### EXERCISE DESCRIPTION
Copy each record exactly, word for word.

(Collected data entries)

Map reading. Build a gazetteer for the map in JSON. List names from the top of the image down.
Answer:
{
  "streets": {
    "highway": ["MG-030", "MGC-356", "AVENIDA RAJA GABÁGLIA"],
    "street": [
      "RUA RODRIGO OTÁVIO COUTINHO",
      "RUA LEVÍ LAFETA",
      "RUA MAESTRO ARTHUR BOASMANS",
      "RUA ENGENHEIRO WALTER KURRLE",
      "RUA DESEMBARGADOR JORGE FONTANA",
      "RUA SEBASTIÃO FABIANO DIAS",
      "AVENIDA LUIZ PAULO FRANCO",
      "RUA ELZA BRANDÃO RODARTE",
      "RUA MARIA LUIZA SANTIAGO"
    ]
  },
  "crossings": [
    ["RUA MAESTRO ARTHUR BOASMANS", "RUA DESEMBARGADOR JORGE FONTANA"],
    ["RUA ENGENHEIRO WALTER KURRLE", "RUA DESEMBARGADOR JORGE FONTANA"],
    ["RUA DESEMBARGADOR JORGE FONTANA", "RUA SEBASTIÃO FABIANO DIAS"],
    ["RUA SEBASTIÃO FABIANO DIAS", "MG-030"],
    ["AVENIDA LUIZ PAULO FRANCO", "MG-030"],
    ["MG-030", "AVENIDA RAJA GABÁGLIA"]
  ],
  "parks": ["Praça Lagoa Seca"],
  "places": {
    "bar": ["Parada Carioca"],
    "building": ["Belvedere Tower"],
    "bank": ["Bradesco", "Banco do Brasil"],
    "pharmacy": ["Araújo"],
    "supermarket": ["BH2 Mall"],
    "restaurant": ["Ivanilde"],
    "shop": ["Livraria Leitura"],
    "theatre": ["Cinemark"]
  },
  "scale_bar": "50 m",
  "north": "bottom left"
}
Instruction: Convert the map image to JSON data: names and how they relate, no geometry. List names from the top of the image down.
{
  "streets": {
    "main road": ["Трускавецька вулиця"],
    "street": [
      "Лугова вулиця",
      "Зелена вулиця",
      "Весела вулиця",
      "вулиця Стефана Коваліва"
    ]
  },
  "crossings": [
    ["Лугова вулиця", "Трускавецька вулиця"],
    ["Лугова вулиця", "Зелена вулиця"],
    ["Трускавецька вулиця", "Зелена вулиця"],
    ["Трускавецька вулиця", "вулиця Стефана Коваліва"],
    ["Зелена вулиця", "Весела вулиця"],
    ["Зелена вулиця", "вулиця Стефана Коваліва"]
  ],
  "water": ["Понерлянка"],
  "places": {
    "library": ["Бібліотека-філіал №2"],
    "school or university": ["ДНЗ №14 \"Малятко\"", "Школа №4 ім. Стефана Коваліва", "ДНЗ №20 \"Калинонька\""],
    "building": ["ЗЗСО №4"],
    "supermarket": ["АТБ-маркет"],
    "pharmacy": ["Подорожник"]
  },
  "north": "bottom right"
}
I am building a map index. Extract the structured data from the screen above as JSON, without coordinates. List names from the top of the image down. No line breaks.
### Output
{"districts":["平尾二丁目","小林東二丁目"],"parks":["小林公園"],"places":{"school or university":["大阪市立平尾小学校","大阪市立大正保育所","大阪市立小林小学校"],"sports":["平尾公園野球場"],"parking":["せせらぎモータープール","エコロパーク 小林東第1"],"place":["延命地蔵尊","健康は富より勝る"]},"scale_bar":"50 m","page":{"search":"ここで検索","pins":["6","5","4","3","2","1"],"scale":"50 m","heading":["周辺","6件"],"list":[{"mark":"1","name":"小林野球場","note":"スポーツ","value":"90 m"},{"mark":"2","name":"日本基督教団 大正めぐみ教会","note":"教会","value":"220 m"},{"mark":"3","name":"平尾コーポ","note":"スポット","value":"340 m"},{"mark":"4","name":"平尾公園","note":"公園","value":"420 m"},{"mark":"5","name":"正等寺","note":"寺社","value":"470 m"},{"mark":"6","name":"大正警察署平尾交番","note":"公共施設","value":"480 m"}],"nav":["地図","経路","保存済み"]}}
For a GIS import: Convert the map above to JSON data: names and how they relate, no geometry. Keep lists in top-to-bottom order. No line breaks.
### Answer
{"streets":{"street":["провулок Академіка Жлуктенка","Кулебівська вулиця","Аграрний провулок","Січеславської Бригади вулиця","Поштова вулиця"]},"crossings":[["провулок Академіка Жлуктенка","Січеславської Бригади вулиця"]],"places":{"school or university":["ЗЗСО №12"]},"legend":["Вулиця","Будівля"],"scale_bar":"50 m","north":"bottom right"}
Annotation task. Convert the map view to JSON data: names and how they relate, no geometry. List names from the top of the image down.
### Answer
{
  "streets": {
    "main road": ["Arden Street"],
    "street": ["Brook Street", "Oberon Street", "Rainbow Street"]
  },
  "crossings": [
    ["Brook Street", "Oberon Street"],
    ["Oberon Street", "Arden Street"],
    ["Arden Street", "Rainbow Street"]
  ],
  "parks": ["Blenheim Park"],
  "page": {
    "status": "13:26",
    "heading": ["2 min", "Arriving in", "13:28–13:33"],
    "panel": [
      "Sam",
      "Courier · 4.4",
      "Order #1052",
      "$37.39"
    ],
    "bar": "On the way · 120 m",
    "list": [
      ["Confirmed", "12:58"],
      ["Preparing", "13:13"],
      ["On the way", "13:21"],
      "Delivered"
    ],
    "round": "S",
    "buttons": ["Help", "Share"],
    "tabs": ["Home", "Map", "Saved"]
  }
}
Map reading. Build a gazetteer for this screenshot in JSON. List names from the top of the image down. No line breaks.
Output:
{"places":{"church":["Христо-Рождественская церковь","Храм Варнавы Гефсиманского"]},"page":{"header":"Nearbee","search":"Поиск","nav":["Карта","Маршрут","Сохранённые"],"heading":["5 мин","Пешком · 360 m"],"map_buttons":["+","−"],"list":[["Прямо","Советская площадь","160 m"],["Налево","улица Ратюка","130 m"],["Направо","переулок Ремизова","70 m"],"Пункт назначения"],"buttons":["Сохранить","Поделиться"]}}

### SOLUTION TO THE EXERCISE
Map reading. Build a gazetteer for the map in JSON. List names from the top of the image down.
Answer:
{
  "streets": {
    "highway": ["MG-030", "MGC-356", "AVENIDA RAJA GABÁGLIA"],
    "street": [
      "RUA RODRIGO OTÁVIO COUTINHO",
      "RUA LEVÍ LAFETA",
      "RUA MAESTRO ARTHUR BOASMANS",
      "RUA ENGENHEIRO WALTER KURRLE",
      "RUA DESEMBARGADOR JORGE FONTANA",
      "RUA SEBASTIÃO FABIANO DIAS",
      "AVENIDA LUIZ PAULO FRANCO",
      "RUA ELZA BRANDÃO RODARTE",
      "RUA MARIA LUIZA SANTIAGO"
    ]
  },
  "crossings": [
    ["RUA MAESTRO ARTHUR BOASMANS", "RUA DESEMBARGADOR JORGE FONTANA"],
    ["RUA ENGENHEIRO WALTER KURRLE", "RUA DESEMBARGADOR JORGE FONTANA"],
    ["RUA DESEMBARGADOR JORGE FONTANA", "RUA SEBASTIÃO FABIANO DIAS"],
    ["RUA SEBASTIÃO FABIANO DIAS", "MG-030"],
    ["AVENIDA LUIZ PAULO FRANCO", "MG-030"],
    ["MG-030", "AVENIDA RAJA GABÁGLIA"]
  ],
  "parks": ["Praça Lagoa Seca"],
  "places": {
    "bar": ["Parada Carioca"],
    "building": ["Belvedere Tower"],
    "bank": ["Bradesco", "Banco do Brasil"],
    "pharmacy": ["Araújo"],
    "supermarket": ["BH2 Mall"],
    "restaurant": ["Ivanilde"],
    "shop": ["Livraria Leitura"],
    "theatre": ["Cinemark"]
  },
  "scale_bar": "50 m",
  "north": "bottom left"
}
Instruction: Convert the map image to JSON data: names and how they relate, no geometry. List names from the top of the image down.
{
  "streets": {
    "main road": ["Трускавецька вулиця"],
    "street": [
      "Лугова вулиця",
      "Зелена вулиця",
      "Весела вулиця",
      "вулиця Стефана Коваліва"
    ]
  },
  "crossings": [
    ["Лугова вулиця", "Трускавецька вулиця"],
    ["Лугова вулиця", "Зелена вулиця"],
    ["Трускавецька вулиця", "Зелена вулиця"],
    ["Трускавецька вулиця", "вулиця Стефана Коваліва"],
    ["Зелена вулиця", "Весела вулиця"],
    ["Зелена вулиця", "вулиця Стефана Коваліва"]
  ],
  "water": ["Понерлянка"],
  "places": {
    "library": ["Бібліотека-філіал №2"],
    "school or university": ["ДНЗ №14 \"Малятко\"", "Школа №4 ім. Стефана Коваліва", "ДНЗ №20 \"Калинонька\""],
    "building": ["ЗЗСО №4"],
    "supermarket": ["АТБ-маркет"],
    "pharmacy": ["Подорожник"]
  },
  "north": "bottom right"
}
I am building a map index. Extract the structured data from the screen above as JSON, without coordinates. List names from the top of the image down. No line breaks.
### Output
{"districts":["平尾二丁目","小林東二丁目"],"parks":["小林公園"],"places":{"school or university":["大阪市立平尾小学校","大阪市立大正保育所","大阪市立小林小学校"],"sports":["平尾公園野球場"],"parking":["せせらぎモータープール","エコロパーク 小林東第1"],"place":["延命地蔵尊","健康は富より勝る"]},"scale_bar":"50 m","page":{"search":"ここで検索","pins":["6","5","4","3","2","1"],"scale":"50 m","heading":["周辺","6件"],"list":[{"mark":"1","name":"小林野球場","note":"スポーツ","value":"90 m"},{"mark":"2","name":"日本基督教団 大正めぐみ教会","note":"教会","value":"220 m"},{"mark":"3","name":"平尾コーポ","note":"スポット","value":"340 m"},{"mark":"4","name":"平尾公園","note":"公園","value":"420 m"},{"mark":"5","name":"正等寺","note":"寺社","value":"470 m"},{"mark":"6","name":"大正警察署平尾交番","note":"公共施設","value":"480 m"}],"nav":["地図","経路","保存済み"]}}
For a GIS import: Convert the map above to JSON data: names and how they relate, no geometry. Keep lists in top-to-bottom order. No line breaks.
### Answer
{"streets":{"street":["провулок Академіка Жлуктенка","Кулебівська вулиця","Аграрний провулок","Січеславської Бригади вулиця","Поштова вулиця"]},"crossings":[["провулок Академіка Жлуктенка","Січеславської Бригади вулиця"]],"places":{"school or university":["ЗЗСО №12"]},"legend":["Вулиця","Будівля"],"scale_bar":"50 m","north":"bottom right"}
Annotation task. Convert the map view to JSON data: names and how they relate, no geometry. List names from the top of the image down.
### Answer
{
  "streets": {
    "main road": ["Arden Street"],
    "street": ["Brook Street", "Oberon Street", "Rainbow Street"]
  },
  "crossings": [
    ["Brook Street", "Oberon Street"],
    ["Oberon Street", "Arden Street"],
    ["Arden Street", "Rainbow Street"]
  ],
  "parks": ["Blenheim Park"],
  "page": {
    "status": "13:26",
    "heading": ["2 min", "Arriving in", "13:28–13:33"],
    "panel": [
      "Sam",
      "Courier · 4.4",
      "Order #1052",
      "$37.39"
    ],
    "bar": "On the way · 120 m",
    "list": [
      ["Confirmed", "12:58"],
      ["Preparing", "13:13"],
      ["On the way", "13:21"],
      "Delivered"
    ],
    "round": "S",
    "buttons": ["Help", "Share"],
    "tabs": ["Home", "Map", "Saved"]
  }
}
Map reading. Build a gazetteer for this screenshot in JSON. List names from the top of the image down. No line breaks.
Output:
{"places":{"church":["Христо-Рождественская церковь","Храм Варнавы Гефсиманского"]},"page":{"header":"Nearbee","search":"Поиск","nav":["Карта","Маршрут","Сохранённые"],"heading":["5 мин","Пешком · 360 m"],"map_buttons":["+","−"],"list":[["Прямо","Советская площадь","160 m"],["Налево","улица Ратюка","130 m"],["Направо","переулок Ремизова","70 m"],"Пункт назначения"],"buttons":["Сохранить","Поделиться"]}}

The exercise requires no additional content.